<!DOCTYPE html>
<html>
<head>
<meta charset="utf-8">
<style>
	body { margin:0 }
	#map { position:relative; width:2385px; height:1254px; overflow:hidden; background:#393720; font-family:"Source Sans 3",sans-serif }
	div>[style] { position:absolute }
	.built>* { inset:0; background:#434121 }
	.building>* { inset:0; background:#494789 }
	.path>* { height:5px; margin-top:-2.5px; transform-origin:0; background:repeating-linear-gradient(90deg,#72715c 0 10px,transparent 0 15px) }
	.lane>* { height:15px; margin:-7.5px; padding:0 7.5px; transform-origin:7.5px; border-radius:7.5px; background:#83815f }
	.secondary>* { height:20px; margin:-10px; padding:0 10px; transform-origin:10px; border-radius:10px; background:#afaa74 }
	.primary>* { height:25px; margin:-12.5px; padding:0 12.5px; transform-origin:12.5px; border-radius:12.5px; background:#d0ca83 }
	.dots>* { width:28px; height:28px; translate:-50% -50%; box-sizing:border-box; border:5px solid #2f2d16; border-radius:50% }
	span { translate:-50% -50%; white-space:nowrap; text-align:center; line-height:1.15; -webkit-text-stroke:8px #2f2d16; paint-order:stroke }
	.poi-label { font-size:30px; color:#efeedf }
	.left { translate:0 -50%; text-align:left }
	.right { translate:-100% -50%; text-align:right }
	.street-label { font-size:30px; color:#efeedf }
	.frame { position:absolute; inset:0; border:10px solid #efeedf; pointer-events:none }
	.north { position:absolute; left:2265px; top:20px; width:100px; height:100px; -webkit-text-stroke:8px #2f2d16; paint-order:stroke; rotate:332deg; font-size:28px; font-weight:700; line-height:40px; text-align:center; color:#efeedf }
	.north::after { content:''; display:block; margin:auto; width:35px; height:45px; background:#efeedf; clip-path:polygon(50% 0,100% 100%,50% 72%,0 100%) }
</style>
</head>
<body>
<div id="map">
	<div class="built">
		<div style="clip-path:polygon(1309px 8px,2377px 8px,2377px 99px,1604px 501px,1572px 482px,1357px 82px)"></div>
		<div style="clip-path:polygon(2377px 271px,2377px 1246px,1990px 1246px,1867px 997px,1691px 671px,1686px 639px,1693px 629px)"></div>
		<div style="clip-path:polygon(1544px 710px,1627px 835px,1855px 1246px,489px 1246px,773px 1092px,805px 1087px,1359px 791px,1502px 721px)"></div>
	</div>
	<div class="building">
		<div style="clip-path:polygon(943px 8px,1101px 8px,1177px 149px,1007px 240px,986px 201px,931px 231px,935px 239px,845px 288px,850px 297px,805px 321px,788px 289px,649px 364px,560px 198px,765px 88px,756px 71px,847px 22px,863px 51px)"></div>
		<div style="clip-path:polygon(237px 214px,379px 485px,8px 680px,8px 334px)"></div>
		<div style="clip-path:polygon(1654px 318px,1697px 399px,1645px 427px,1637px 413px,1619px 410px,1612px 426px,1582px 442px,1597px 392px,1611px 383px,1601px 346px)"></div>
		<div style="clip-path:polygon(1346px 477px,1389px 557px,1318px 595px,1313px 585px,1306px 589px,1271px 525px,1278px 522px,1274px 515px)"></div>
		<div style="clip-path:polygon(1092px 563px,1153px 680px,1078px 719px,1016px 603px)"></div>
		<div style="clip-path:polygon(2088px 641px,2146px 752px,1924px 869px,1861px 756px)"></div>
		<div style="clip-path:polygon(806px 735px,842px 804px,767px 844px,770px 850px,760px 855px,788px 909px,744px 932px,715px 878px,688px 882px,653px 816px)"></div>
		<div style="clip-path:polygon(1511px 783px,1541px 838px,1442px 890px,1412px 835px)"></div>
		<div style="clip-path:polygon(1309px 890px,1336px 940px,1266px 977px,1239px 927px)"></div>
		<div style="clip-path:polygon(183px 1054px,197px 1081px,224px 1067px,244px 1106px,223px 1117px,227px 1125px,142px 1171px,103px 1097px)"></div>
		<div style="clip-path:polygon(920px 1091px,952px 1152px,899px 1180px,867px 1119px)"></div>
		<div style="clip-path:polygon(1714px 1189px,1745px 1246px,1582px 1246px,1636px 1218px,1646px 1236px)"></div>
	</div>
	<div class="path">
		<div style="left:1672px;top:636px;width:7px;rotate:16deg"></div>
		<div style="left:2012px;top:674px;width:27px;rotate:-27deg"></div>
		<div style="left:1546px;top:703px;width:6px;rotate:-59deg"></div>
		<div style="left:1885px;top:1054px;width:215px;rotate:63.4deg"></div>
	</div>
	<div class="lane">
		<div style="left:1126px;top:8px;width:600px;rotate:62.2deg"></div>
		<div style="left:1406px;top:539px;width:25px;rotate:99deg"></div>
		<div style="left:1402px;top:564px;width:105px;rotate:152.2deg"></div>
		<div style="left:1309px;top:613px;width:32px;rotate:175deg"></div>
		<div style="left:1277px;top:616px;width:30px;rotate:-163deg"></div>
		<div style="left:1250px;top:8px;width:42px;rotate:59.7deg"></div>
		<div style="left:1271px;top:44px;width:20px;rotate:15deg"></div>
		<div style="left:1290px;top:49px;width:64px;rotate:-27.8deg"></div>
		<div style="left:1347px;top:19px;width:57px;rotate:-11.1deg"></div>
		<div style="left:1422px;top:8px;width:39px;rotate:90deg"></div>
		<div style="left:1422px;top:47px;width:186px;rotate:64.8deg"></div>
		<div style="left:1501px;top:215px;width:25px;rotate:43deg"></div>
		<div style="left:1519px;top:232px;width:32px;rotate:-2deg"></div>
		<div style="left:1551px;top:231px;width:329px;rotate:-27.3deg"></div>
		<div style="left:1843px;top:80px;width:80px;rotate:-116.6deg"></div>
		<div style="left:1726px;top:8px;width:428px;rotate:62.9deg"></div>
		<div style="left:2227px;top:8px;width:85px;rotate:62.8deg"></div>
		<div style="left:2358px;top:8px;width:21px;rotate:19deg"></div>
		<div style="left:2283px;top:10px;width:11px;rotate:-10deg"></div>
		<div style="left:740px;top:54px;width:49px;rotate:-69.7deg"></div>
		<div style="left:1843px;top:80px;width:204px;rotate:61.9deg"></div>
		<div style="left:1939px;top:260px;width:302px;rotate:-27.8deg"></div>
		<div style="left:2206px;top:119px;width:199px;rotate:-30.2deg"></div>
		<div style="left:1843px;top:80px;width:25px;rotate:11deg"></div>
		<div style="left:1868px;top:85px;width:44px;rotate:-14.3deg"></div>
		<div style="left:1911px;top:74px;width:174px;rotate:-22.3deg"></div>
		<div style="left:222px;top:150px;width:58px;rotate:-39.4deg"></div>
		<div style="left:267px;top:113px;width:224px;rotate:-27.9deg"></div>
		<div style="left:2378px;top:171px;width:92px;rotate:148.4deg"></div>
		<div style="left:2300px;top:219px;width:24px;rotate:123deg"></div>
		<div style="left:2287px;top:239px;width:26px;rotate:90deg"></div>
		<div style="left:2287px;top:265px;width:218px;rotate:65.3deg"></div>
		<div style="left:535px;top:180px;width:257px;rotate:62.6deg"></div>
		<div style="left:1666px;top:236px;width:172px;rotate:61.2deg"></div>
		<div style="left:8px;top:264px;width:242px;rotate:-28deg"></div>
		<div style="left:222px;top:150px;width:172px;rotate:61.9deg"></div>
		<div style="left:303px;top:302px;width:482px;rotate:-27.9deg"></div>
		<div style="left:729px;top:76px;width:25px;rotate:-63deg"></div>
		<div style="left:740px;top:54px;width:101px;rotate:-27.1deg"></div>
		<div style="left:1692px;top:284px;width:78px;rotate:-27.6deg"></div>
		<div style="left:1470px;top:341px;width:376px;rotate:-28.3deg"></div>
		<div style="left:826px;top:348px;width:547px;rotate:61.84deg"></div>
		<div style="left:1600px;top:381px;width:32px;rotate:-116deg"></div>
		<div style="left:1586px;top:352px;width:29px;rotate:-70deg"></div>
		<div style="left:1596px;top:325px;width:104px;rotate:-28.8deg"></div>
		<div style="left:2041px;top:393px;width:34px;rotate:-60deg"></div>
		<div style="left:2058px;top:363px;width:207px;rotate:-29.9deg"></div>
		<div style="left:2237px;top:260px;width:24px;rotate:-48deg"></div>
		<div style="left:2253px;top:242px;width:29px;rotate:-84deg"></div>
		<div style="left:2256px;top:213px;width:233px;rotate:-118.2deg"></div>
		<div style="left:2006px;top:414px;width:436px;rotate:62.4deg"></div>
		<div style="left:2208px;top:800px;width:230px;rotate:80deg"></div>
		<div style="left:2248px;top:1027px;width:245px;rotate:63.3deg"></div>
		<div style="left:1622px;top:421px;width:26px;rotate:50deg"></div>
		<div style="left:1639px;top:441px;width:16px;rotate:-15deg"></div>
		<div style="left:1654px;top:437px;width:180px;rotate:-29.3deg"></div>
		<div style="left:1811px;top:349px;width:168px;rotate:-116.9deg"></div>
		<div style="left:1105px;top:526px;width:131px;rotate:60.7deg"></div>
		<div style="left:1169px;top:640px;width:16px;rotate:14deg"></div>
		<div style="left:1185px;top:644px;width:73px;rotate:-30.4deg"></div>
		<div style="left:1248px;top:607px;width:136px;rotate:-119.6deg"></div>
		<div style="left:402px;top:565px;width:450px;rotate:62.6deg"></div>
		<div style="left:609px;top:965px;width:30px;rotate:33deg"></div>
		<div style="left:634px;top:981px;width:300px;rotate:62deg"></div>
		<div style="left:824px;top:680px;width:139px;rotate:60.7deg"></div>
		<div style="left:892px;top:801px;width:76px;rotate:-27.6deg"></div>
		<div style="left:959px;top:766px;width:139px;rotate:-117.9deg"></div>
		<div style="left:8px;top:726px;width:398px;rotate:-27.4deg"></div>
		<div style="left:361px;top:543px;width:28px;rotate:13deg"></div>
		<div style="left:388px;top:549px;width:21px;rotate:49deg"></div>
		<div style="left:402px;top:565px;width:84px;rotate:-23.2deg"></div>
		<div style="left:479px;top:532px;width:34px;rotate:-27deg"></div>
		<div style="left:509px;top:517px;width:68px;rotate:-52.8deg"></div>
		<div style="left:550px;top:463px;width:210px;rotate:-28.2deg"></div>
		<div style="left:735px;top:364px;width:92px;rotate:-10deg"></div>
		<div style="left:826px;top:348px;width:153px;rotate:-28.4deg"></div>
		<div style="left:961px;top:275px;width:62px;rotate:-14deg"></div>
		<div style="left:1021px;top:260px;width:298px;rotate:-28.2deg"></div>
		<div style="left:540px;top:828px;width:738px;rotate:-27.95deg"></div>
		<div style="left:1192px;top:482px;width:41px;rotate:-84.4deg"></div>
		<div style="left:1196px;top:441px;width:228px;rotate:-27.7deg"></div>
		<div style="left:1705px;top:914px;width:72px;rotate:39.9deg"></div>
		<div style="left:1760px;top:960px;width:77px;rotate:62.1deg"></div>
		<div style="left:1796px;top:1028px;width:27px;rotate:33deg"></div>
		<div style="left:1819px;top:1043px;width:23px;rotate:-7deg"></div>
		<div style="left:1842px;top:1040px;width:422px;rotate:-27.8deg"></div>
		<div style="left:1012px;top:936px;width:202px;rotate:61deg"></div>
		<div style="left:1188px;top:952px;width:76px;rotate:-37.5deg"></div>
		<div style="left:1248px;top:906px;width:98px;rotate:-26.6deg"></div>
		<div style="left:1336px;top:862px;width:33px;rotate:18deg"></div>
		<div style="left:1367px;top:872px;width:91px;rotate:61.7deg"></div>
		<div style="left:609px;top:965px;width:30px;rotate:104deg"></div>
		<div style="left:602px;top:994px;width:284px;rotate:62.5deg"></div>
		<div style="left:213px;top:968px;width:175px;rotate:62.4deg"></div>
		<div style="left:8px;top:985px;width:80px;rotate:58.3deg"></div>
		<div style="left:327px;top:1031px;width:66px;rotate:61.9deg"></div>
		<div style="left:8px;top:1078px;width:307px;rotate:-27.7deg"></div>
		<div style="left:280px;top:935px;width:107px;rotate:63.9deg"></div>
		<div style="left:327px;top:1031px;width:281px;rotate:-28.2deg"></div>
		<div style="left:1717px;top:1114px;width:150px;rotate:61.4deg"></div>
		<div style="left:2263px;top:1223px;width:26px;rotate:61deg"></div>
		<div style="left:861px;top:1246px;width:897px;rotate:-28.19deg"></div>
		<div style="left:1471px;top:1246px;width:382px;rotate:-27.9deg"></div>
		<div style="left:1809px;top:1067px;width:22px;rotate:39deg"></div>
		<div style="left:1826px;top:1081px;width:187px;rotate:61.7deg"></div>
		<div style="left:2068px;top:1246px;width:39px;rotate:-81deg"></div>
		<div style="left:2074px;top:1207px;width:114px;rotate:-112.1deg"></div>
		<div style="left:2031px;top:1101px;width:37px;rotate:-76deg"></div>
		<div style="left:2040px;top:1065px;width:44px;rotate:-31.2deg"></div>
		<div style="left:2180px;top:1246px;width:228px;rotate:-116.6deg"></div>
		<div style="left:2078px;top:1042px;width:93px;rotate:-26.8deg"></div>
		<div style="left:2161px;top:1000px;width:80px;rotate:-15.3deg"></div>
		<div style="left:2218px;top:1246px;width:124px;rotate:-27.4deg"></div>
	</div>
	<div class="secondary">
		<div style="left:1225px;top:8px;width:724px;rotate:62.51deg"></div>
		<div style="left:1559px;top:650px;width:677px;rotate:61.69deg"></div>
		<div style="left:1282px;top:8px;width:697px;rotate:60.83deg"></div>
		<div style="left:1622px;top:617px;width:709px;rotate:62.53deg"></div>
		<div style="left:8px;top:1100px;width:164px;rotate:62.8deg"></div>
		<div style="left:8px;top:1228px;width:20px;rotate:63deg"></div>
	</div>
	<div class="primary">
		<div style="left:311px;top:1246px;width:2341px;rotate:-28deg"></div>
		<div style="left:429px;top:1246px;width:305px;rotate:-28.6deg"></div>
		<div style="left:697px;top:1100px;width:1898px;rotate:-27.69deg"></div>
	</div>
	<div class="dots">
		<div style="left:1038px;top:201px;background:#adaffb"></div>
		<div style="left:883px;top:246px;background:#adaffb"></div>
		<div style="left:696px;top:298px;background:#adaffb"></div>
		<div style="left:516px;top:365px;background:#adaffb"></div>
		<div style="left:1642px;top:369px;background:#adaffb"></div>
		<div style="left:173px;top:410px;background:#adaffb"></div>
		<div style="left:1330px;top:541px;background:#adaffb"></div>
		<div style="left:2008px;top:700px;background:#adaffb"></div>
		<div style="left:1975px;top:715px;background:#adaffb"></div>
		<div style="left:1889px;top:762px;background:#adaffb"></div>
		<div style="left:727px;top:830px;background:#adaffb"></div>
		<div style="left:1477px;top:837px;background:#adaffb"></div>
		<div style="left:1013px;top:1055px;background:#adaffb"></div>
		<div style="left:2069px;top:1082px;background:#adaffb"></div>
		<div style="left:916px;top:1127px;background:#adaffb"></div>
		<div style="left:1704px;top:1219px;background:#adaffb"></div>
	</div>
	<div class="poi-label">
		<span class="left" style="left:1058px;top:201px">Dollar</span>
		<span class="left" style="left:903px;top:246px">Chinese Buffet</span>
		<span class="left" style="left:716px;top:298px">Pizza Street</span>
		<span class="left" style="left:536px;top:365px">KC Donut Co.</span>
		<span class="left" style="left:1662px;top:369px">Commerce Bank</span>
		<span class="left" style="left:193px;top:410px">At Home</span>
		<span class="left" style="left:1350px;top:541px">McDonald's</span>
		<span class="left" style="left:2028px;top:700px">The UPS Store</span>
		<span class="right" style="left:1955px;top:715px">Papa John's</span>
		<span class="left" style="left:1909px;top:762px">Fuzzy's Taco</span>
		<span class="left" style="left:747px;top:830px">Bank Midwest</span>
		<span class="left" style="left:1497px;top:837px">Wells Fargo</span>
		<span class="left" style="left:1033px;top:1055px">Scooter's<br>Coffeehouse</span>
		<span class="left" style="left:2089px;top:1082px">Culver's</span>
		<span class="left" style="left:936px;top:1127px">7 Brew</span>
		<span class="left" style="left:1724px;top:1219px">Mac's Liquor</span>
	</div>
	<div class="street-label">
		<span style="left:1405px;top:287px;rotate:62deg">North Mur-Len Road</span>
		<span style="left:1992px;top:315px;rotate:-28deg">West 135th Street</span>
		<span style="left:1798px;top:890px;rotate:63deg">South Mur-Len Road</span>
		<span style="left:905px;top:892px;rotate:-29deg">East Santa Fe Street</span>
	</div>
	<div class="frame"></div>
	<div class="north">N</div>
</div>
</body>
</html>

### TO DO
Restate the records above verbatim up to and including the line containing "height:15px; margin:-7.5px; padding:0".

### WRITTEN ANSWER
<!DOCTYPE html>
<html>
<head>
<meta charset="utf-8">
<style>
	body { margin:0 }
	#map { position:relative; width:2385px; height:1254px; overflow:hidden; background:#393720; font-family:"Source Sans 3",sans-serif }
	div>[style] { position:absolute }
	.built>* { inset:0; background:#434121 }
	.building>* { inset:0; background:#494789 }
	.path>* { height:5px; margin-top:-2.5px; transform-origin:0; background:repeating-linear-gradient(90deg,#72715c 0 10px,transparent 0 15px) }
	.lane>* { height:15px; margin:-7.5px; padding:0 7.5px; transform-origin:7.5px; border-radius:7.5px; background:#83815f }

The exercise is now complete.